A[1] scholar from Columbia University in New York City, Hamid Dabashi, professor of Iranian Studies and Comparative Literature,[2] who was an old friend and colleague of Edward Said (1935–2003), supports German anti-Zionist Günter Grass. His statement is interesting because Dabashi is a scholarly voice against Israel, a man who is more sophisticated in his hatred of Israel than are others in the field. He is published by mainstream publishing houses, and employed by a famous university. In his support of Grass Dabashi wrote:
“Given the history that culminated in the Jewish Holocaust, Jews around the globe, including Israel, have every right to get agitated with a prominent German public intellectual lecturing them about violence. But Zionism is chiefly responsible for having wasted the moral authority of the Jewish Holocaust – through what Norman Finkelstein has aptly called ‘the Holocaust Industry’ – on establishing a racist apartheid state called ‘Israel’ – a colonial settlement as a haven for the victims of a whole history of European anti-Semitism, on the broken back of a people who had nothing to do with that travesty. With a leading German public intellectual openly criticising Israel, pointing to European hypocrisy, and blaming his own country for aiding and abetting in the aggressive militarisation of the Jewish state – a gushing wound is opened that implicates both Europe and the colonial settlement that in more than one sense is its own creation. In two specific terms, both as a haven for the victims of the Jewish Holocaust and as the legacy of European colonialism, Israel reflects back on its European pedigree.”[3]

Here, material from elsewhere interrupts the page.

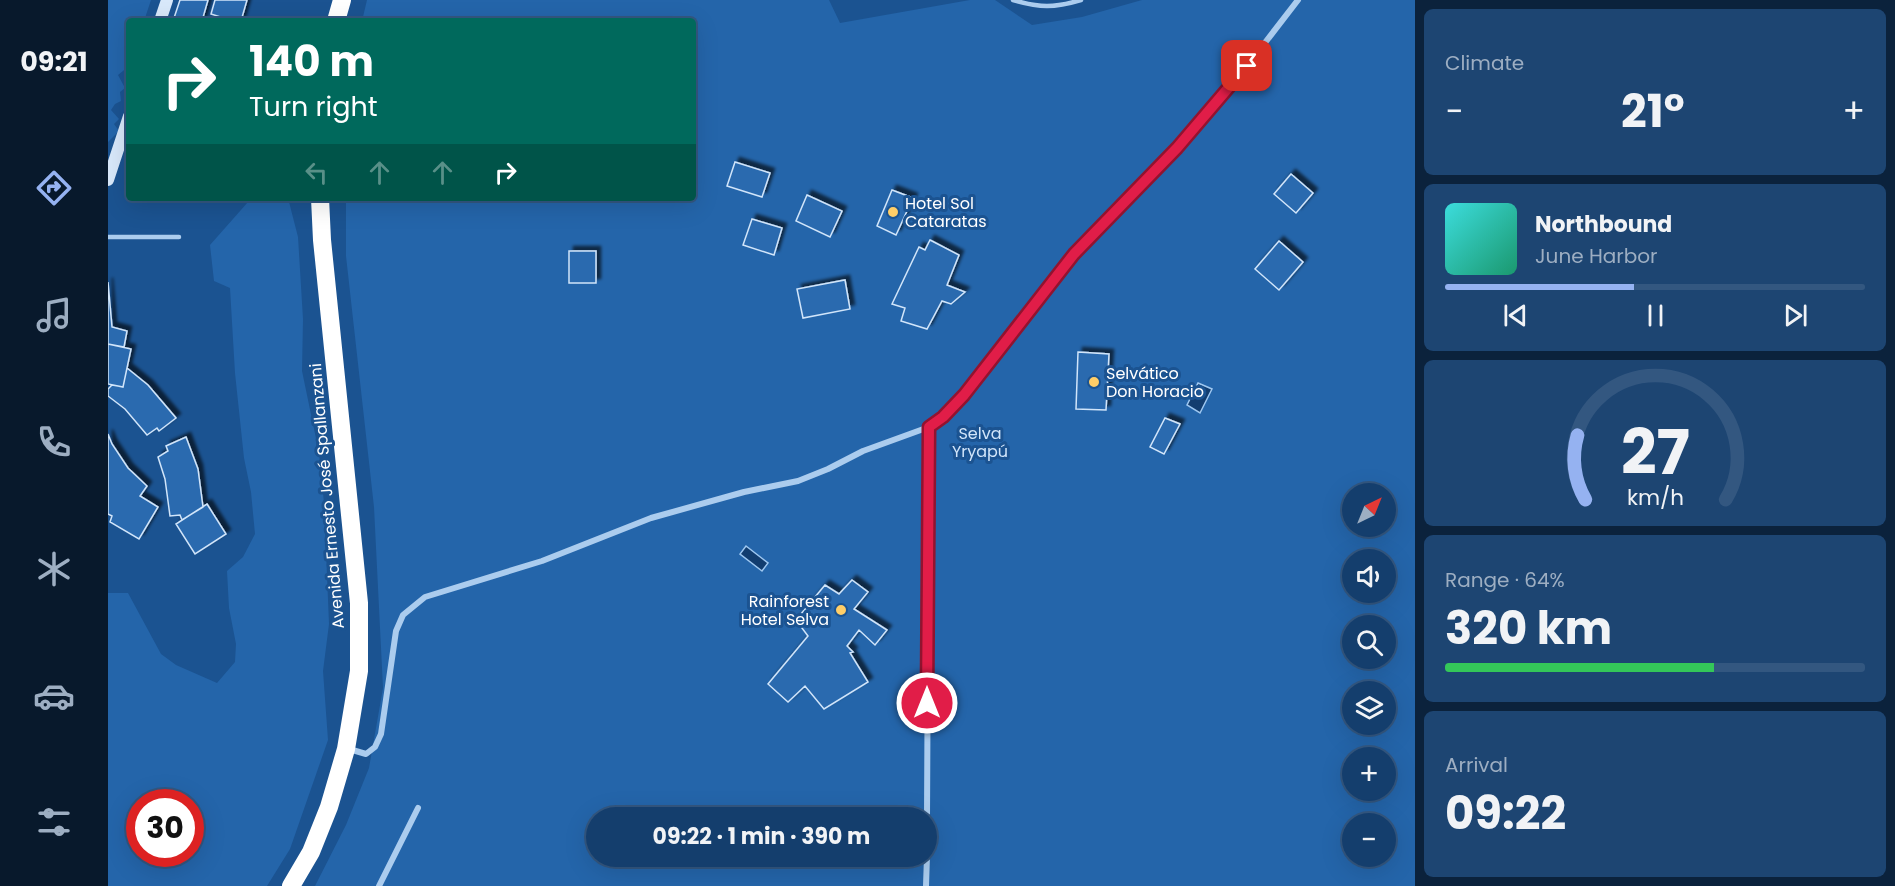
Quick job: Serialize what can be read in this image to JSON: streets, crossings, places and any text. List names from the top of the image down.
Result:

Dabashi is not only endorsing hatred of Zionism and the state of Israel. He is also distorting history and equates the Holocaust with European colonialism; this is a trope, which does not hold scholarly standards. Instead of analyzing the faults and mistakes of the post-colonial worlds, Dabashi is portraying the entire non-Western world as a victim of imperialism, capitalism, and the United States, Christianity, and particular Israel. Arabs, who are part of the self-declared group of victims of history, collaborated with Nazi Germany; Dabashi ignores this. He also ignores the expulsion of some 650,000 Jews (or more) from Arab countries after 1948. Finally he ignores, for example, Arab slave trade since the medieval times and the racist view of blacks by Arabs[4] – such analysis would not fit in the pro-Muslim account of this Columbia professor.
The ignoring and rejection of the specificity of the Holocaust, the uniqueness of the Shoah, as well as the ignorance of the specific German condition and the history of antisemitism, as I analyzed it vis-à-vis the anti-Jewish motifs Ahasver, Mammon, and Moloch from the 17th centuries until today, is the ground from which Dabashi rumbles:
“It was Aimé Césaire who in his Discourse sur le colonialisme/
Discourse on Colonialism (1955) argued that the Jewish Holocaust was not an aberration in European history. Rather, Europeans actually perpetrated similar crimes against humanity on the colonised world at large. With German atrocities during the Holocaust, Europeans tasted a concentrated dose of the structural violence they had perpetrated upon the world at large. Colonialism and the Holocaust were thus the two sides of the same coin: the aggressive transmutation of defenceless human beings into instruments of power – into disposable ‘things’. Long before the Jewish Holocaust, the world Europeans had conquered and colonised was the testing ground of that barbaric violence they had termed the ‘civilising mission of the white man’.”[5]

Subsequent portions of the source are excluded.